Bank of France chief calls on Paristo respect deficit limits

10th June 2004, Comments 0 comments

PARIS, June 10 (AFP) - Bank of France governor Christian Noyer pressed the French government Thursday for measures to bring the country's public deficit below three percent of output by 2005.

PARIS, June 10 (AFP) - Bank of France governor Christian Noyer pressed the French government Thursday for measures to bring the country's public deficit below three percent of output by 2005.

Presenting the central bank's annual report, Noyer called the EU's Stability and Growth Pact pact that underpins Europe's single currency "a particularly important element of cohesion for the eurozone".

Under its terms, European Union members are bound to maintain public deficits below three percent of gross domestic product, and to work towards a surplus in times of economic growth.

Noyer, a member of the European Central Bank's (ECB) governing council, told reporters that bulging fiscal deficits such as those of Britain, France, Germany, Greece, Italy and the Netherlands did not boost economic activity.

"We must avoid the illusion that public deficits favor growth," he said.

The central bank chief maintained that "a significant part of France's degraded public finances is structural", adding that "raising the employment rate depends on the elimination of French economic rigidity".

His comments illustrated a continuing effort by central bankers to convince political leaders that sustained EU growth depended more on reforms rather than quick monetary fixes.

Noyer argued that "price stability is a primary objective of all monetary policy", a day after French Finance Minister Nicolas Sarkozy had criticised the inflation target of two percent set by the ECB.

Sarkozy had also implicitly launched a barb at ECB chief Jean-Claude Trichet by saying that "independence (of the bank) is not an absence of dialogue".

But Noyer said that "empirical observation confirms" that the ECB's medium-term inflation target "appeared appropriate".

Sarkozy replied later Thursday that it "should not shock anyone" if EU finance ministers comment on monetary policy, in a sign of an ongoing tussle between the ECB and politicians over how best to stimulate growth.

Italian Prime Minister Silvio Berlusconi had said Monday that the central bank's interest rates were inappropriate and Belgian Finance Minister Didier Reynders also urged the ECB not to raise them despite a pickup in inflation.

Noyer said Thursday that contacts between the ECB and eurozone governments have been "frank, complete and intense".

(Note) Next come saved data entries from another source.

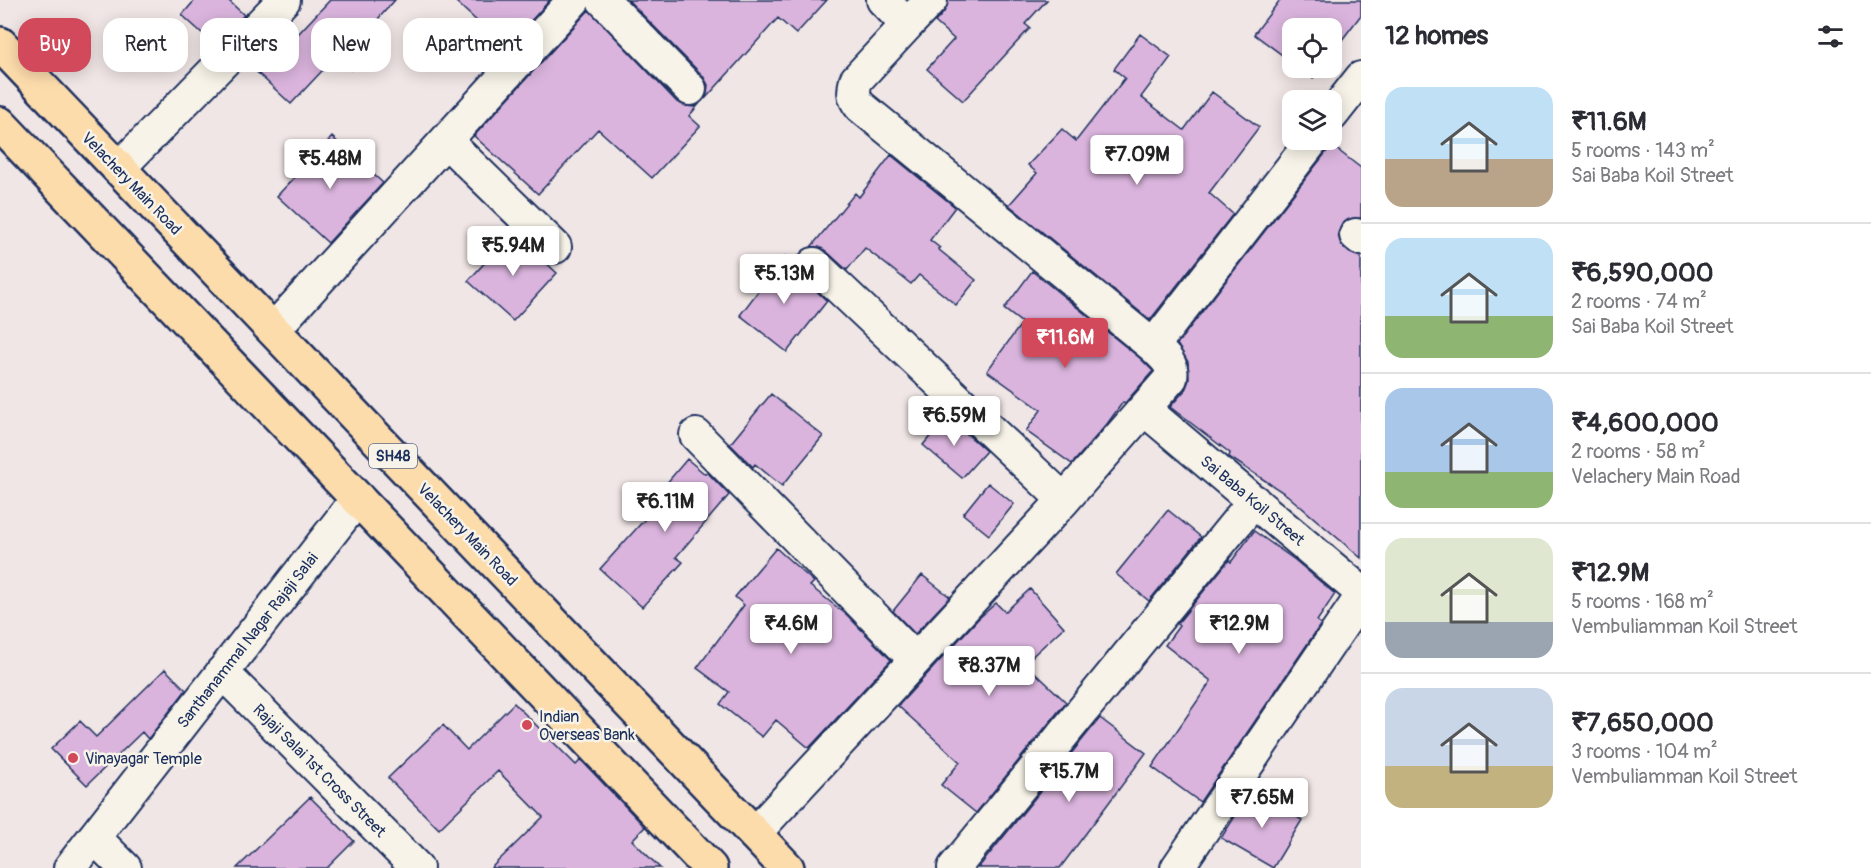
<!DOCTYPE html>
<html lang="en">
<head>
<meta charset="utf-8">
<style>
	body { margin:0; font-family:Pangolin,sans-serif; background:#f7f7f7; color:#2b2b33; height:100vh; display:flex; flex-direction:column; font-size:22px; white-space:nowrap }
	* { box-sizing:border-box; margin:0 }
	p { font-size:20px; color:#7c7c81 }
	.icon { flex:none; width:33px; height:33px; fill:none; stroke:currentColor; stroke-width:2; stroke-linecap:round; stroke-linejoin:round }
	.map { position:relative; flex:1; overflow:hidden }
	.details { display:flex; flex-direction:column; background:#fff; width:510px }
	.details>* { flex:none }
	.top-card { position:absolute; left:18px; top:18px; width:570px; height:54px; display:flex; gap:12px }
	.buttons { position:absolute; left:1282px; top:18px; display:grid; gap:12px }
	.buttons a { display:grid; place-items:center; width:60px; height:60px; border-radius:12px; background:#fff; box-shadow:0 3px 15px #0003; font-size:30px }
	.price { position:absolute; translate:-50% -51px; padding:0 14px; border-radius:6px; background:#fff; color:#222; font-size:20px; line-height:39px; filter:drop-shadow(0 2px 3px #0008) }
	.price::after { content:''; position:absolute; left:50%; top:36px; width:18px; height:14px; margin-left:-9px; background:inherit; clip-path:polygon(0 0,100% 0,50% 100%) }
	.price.active { background:#d1495b; color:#fff }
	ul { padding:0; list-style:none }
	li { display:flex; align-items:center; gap:18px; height:150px; padding:0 24px }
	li+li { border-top:2px solid #e1e1e2 }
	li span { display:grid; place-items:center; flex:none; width:168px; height:120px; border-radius:18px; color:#555 }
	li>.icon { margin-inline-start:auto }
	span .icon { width:72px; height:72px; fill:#fffc; stroke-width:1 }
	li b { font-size:26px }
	h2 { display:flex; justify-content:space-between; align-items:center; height:72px; padding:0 24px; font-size:26px }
	.tag { padding:0 21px; border-radius:18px; background:#fff; box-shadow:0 3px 15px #0003; font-size:21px; line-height:54px }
	.tag.active { background:#d1495b; color:#fff }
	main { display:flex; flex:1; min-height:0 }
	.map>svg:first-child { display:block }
</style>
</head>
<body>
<main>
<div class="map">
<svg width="1361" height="868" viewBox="0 0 1361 868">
	<rect width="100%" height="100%" fill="#f1e6e6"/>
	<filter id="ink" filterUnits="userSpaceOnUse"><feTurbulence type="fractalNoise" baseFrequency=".0167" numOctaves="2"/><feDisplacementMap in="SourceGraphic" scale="12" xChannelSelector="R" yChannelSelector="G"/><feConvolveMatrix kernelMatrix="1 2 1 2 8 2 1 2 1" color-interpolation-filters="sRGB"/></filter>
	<g filter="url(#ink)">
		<path fill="#dab4dd" stroke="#1b2f5e" stroke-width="1.5" d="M195 0H228L244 15 215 45 182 15Z
			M330 0H395L359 40 369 50 351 70 336 56 291 104 247 63 270 40 283 50Z
			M454 0H550L506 48Z
			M628 0H827L796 34 778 18 705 99 707 93 708 85 703 76Z
			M948 0H1047L1025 24 1030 28 963 101 927 69 954 39 935 22 944 12Z
			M1280 0H1361V15L1332 53V28H1293V63L1254 34Z
			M589 10 677 102 686 106 694 107 700 103 689 116 700 126 652 178 598 129 538 194 474 136Z
			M1140 34 1171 57 1141 97 1184 130 1212 92 1259 127 1209 193 1233 214 1150 320 1009 205 1037 173 1028 165 1062 129 1076 141 1125 78 1114 69Z
			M1299 68H1321L1313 78Z
			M332 137 383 183 328 243 277 196Z
			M1330 144 1361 168V218L1349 219 1342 224 1338 233 1340 242 1345 249 1350 253 1361 257V558L1287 495 1229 457 1230 453 1170 407 1185 390 1189 380 1188 362 1177 344 1327 151Z
			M891 155 955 207 930 240 940 248 938 249 976 280 956 305 919 275 911 284 865 248 847 270 826 251 819 247H811L855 193 859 197Z
			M513 232 557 273 513 321 468 281Z
			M785 256 797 264V270L802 277 827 301 787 352 740 315Z
			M1032 271 1141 359 1153 371 1125 403 1123 402 1107 424 1072 464 1026 431 1041 410 987 371 1022 323 1004 309Z
			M771 394 823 436 782 486 755 464 753 467 730 444Z
			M947 416 986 451 962 478 923 445Z
			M687 459 705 474 707 472 729 495 676 557 683 562 642 607 600 569 655 508 649 504Z
			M988 483 1014 504 989 535 963 514Z
			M1168 510 1201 537 1149 601 1116 574Z
			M1254 531 1295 560 1335 594 1317 621 1321 624 1200 802 1152 767 1211 681 1165 645 1179 626 1177 624 1229 560 1231 562Z
			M776 548 814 582 810 586 847 615 891 660 809 748 776 720 762 737 720 704 729 692 697 668 744 605 735 597Z
			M922 575 950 597 915 634 893 611Z
			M1030 589 1064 627 1025 663 1066 702 976 813 941 785 960 762 898 706 978 619 996 603 1005 612Z
			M165 669 186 690 148 739 142 732 87 785 51 749 80 721 96 737Z
			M514 703 576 765 581 760 645 827 632 840 660 868H491L543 817 498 771 439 829 388 778 443 725 467 750Z
			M1100 718 1146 753 1060 868H978Z
			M1252 790 1302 820 1273 868 1221 838Z
			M310 797 354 841 327 868H237Z"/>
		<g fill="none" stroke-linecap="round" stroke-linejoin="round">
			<g stroke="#1b2f5e" stroke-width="36">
				<path id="minor" d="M603 0 690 89
					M907 25 931 0
					M1332 115 1361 78
					M446 141 555 247
					M118 169 284 0
					M1356 235 1361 239
					M814 264 1064 500
					M273 330 574 0
					M1153 346 1313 140
					M1144 409 1361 592
					M696 435 915 659
					M222 672 417 868
					M754 834 1064 500 1171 378C1174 363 1163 356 1153 346L860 106C853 97 853 91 856 80L907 25 883 0
					M94 837 125 868
					M70 868 358 498
					M954 868 1254 501
					M1177 868 1361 597"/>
			</g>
			<g stroke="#1b2f5e" stroke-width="38">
				<path id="primary" d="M0 44 787 868
					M0 124 710 868"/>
			</g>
			<use href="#minor" stroke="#f7f3e8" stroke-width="32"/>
			<use href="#primary" stroke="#fddcac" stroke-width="33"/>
		</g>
	</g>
	<g fill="#d1495b" stroke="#f7f3e8" stroke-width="2">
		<circle cx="527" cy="725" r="6"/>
		<circle cx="73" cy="758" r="6"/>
	</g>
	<g text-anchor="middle" stroke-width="5" stroke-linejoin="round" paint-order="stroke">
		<rect fill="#f7f3e8" stroke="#5d6a87" stroke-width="1.5" x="369" y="444" width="48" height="24" rx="4.5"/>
		<g font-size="15" font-weight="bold" fill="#1b2f5e">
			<text x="393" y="461">SH48</text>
		</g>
		<g font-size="16" fill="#1b2f5e" stroke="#f7f3e8">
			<text transform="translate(132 183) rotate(46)" y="6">Velachery Main Road</text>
			<text transform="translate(1253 500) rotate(40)" y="6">Sai Baba Koil Street</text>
			<text transform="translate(468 534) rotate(46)" y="6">Velachery Main Road</text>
			<text transform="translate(247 640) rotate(-52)" y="6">Santhanammal Nagar Rajaji Salai</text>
			<text transform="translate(320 770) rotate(45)" y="6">Rajaji Salai 1st Cross Street</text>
		</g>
		<g font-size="16" fill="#1b2f5e" stroke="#f7f3e8" text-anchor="start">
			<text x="539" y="722">Indian<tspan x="539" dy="18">Overseas Bank</tspan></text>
			<text x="85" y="764">Vinayagar Temple</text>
		</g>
	</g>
</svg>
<div class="buttons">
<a><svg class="icon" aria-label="locate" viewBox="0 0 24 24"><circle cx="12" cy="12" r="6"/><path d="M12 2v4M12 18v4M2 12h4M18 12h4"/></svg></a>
<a><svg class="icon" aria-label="layers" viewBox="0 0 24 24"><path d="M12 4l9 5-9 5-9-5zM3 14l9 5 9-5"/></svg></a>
</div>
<b class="price" style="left:1137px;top:186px">₹7.09M</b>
<b class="price" style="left:330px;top:190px">₹5.48M</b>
<b class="price" style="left:513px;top:277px">₹5.94M</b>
<b class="price" style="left:784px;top:305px">₹5.13M</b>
<b class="price active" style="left:1065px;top:369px">₹11.6M</b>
<b class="price" style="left:954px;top:447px">₹6.59M</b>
<b class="price" style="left:665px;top:533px">₹6.11M</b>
<b class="price" style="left:791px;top:655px">₹4.6M</b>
<b class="price" style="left:1239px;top:655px">₹12.9M</b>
<b class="price" style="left:989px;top:697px">₹8.37M</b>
<b class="price" style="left:1069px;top:803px">₹15.7M</b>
<b class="price" style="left:1262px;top:829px">₹7.65M</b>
<div class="top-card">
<a class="tag active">Buy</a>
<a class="tag">Rent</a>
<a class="tag">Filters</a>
<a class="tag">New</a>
<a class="tag">Apartment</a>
</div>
</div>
<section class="details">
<h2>12 homes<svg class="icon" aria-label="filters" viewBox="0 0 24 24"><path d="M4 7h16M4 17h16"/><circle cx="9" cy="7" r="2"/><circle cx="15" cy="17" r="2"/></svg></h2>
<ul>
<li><span style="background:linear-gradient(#bfe0f5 60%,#b9a48a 0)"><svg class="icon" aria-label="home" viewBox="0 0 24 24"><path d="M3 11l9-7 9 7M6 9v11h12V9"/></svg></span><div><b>₹11.6M</b><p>5 rooms · 143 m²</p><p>Sai Baba Koil Street</p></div></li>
<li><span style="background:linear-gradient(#bfe0f5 65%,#8fb573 0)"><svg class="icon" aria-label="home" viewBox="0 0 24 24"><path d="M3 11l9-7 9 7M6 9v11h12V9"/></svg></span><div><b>₹6,590,000</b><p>2 rooms · 74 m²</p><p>Sai Baba Koil Street</p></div></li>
<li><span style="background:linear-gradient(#a9c7e8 70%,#8fb573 0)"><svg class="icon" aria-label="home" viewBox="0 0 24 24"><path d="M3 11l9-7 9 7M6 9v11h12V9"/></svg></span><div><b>₹4,600,000</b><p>2 rooms · 58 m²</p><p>Velachery Main Road</p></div></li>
<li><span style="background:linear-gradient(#dfe7d0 70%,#9aa5b1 0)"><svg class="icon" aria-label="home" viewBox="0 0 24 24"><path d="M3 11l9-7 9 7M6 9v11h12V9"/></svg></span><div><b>₹12.9M</b><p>5 rooms · 168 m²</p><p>Vembuliamman Koil Street</p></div></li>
<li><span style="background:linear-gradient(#c9d6e8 65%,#c2b280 0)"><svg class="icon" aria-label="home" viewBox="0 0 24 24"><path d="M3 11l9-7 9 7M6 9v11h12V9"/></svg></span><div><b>₹7,650,000</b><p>3 rooms · 104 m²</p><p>Vembuliamman Koil Street</p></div></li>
</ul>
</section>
</main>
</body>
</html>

The issue harkens back to April 1995 when Trichet, then head of the Bank of France, got into a high-profile row with Jacques Chirac, who was a presidential candidate at the time.

After Trichet responded to a campaign proposal for higher wages, Chirac objected and said: "The governor of the Bank of France is not there to tell the government which economic policy to follow".

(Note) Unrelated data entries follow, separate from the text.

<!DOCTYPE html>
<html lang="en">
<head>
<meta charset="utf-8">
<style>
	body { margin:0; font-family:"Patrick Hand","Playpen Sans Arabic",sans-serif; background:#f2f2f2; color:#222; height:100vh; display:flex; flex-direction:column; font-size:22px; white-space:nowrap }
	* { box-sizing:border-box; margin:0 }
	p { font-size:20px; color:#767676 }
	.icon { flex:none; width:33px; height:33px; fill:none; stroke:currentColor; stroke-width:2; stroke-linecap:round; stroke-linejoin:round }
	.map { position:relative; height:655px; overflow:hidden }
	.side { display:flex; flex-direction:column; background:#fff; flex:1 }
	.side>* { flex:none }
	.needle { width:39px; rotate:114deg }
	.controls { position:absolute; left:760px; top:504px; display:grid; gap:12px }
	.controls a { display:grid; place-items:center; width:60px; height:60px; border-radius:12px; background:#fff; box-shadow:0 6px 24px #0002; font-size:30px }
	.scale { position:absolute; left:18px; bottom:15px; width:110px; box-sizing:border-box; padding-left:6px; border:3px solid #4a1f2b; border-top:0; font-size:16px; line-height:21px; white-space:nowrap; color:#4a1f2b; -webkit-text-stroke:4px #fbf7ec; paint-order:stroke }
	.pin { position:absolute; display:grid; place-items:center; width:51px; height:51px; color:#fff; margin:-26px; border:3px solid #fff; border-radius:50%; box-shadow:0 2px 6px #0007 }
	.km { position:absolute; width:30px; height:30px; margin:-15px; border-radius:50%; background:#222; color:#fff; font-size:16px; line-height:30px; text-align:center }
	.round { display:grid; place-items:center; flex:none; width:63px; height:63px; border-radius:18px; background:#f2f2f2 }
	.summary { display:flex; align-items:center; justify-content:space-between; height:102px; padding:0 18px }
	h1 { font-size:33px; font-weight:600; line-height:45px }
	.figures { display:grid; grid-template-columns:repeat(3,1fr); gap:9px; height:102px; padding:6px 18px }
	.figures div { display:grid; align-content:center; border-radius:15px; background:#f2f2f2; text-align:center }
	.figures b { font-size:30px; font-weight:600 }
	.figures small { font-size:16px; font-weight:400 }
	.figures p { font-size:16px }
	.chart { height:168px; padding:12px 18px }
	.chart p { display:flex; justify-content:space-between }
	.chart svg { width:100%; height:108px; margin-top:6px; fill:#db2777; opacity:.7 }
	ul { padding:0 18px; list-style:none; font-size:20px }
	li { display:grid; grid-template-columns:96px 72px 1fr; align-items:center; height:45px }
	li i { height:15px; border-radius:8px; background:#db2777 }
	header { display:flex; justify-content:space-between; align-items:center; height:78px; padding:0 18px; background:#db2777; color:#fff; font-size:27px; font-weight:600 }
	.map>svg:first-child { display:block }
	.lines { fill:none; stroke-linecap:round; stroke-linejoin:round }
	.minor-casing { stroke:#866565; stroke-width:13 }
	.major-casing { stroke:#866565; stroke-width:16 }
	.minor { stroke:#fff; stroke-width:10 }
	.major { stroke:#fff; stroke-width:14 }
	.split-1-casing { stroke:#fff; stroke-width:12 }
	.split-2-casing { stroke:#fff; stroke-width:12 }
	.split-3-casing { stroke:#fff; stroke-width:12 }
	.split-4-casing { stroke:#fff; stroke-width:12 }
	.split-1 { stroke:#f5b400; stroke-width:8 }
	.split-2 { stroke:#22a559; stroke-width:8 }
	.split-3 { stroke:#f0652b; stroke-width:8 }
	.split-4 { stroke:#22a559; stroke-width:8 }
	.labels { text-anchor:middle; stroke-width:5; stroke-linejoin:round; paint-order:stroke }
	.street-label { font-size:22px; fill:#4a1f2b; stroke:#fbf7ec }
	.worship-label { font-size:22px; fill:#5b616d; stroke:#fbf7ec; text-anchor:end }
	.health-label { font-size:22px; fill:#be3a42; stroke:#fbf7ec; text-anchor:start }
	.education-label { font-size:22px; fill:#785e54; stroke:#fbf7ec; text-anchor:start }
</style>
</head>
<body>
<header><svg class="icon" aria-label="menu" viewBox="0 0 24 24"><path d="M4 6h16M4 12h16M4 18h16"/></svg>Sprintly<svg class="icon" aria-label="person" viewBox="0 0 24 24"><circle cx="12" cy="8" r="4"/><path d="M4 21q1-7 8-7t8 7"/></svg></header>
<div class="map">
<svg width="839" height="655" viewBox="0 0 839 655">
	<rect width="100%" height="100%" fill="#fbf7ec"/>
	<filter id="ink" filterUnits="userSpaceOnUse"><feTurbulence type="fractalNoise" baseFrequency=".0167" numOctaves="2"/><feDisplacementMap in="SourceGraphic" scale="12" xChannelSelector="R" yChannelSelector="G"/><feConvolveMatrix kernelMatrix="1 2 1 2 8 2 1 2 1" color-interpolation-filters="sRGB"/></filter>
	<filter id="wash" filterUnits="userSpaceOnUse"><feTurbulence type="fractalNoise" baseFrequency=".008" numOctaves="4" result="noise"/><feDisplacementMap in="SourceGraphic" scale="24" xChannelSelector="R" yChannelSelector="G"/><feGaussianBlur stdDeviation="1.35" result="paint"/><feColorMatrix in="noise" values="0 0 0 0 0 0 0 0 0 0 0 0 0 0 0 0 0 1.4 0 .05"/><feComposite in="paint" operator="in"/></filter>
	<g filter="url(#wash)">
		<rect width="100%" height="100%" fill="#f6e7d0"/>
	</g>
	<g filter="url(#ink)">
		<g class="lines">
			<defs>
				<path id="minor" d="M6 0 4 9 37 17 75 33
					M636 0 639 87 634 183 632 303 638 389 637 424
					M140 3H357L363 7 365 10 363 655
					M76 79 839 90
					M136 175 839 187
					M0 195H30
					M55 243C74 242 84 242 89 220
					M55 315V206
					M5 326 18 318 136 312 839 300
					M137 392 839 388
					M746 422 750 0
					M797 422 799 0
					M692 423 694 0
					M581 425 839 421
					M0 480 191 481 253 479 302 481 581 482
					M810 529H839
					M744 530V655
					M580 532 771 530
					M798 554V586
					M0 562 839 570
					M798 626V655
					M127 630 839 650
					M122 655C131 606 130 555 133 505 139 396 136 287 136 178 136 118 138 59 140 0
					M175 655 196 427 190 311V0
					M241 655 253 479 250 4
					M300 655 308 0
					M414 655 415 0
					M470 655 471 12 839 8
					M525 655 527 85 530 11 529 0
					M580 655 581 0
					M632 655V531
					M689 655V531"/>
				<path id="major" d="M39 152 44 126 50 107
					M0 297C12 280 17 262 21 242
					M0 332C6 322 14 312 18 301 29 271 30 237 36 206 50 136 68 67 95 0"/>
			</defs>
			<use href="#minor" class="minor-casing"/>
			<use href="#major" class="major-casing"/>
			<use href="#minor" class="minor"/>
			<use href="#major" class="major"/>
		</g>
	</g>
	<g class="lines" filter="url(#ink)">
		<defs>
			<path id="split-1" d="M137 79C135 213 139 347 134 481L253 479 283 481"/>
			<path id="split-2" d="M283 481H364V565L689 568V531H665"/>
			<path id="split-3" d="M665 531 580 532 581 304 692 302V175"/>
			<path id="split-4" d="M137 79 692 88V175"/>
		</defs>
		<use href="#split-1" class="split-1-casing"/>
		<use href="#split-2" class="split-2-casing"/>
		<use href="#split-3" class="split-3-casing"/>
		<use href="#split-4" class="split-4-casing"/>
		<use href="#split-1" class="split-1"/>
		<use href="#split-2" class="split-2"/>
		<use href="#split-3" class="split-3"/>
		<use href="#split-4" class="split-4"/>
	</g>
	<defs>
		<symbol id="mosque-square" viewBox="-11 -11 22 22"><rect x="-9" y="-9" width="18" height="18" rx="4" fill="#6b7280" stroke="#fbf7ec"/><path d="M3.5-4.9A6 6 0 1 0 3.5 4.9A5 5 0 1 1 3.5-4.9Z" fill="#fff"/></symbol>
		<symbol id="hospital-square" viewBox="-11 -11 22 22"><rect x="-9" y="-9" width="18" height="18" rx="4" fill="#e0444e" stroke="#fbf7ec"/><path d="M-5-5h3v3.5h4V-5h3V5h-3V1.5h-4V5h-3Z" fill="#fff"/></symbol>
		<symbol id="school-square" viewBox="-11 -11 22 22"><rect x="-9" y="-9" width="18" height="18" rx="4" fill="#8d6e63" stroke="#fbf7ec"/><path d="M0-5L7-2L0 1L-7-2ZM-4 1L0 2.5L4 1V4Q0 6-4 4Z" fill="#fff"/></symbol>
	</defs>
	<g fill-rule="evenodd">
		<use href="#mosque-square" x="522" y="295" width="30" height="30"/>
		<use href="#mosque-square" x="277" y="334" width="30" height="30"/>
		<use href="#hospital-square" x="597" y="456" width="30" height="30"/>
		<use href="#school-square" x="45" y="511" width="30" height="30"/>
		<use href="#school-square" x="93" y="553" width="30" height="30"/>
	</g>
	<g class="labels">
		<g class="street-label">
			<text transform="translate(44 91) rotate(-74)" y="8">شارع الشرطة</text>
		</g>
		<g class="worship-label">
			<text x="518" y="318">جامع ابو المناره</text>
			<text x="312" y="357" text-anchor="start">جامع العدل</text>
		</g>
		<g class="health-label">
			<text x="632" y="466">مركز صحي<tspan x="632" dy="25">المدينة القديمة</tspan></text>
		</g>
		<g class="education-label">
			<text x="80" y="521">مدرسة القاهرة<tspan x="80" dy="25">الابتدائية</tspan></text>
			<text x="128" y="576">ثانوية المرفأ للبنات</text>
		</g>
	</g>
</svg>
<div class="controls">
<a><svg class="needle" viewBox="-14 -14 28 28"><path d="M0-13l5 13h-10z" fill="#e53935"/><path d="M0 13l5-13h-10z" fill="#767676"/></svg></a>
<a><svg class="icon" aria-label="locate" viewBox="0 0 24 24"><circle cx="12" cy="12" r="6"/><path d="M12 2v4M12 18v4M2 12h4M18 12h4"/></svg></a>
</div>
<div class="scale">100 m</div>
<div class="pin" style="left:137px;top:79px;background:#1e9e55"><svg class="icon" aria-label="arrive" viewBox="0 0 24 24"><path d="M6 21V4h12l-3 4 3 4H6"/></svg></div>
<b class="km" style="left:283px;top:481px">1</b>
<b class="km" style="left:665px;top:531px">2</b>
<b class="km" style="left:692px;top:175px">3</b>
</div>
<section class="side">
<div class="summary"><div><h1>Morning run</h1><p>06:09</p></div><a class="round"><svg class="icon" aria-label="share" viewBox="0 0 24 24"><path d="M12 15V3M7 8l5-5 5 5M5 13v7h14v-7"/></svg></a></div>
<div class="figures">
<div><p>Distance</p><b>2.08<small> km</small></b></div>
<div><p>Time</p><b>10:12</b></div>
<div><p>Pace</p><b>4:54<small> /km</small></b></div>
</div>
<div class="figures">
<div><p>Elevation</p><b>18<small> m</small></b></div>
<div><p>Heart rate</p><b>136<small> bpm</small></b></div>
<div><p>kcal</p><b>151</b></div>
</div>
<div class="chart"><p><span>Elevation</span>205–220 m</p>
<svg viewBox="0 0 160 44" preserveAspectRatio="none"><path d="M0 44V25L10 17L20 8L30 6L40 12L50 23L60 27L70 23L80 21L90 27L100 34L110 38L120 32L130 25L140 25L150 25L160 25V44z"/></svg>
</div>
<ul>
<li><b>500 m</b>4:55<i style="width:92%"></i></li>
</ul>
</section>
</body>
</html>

But in a sign that the French government may be listening to some of what the ECB has to say, Prime Minister Jean-Pierre Raffarin told the daily Le Monde in its Friday edition that any surplus tax receipts would now be used to reduce the deficit and overall debt.

Noyer said meanwhile that the French central bank intended to sell some of its gold reserves, adding that it had not ruled out an amount "on the order of 500 to 600 tonnes".

The bank would retain funds from the sale, but interest earned on them is to support research that would otherwise be funded from the government's general budget.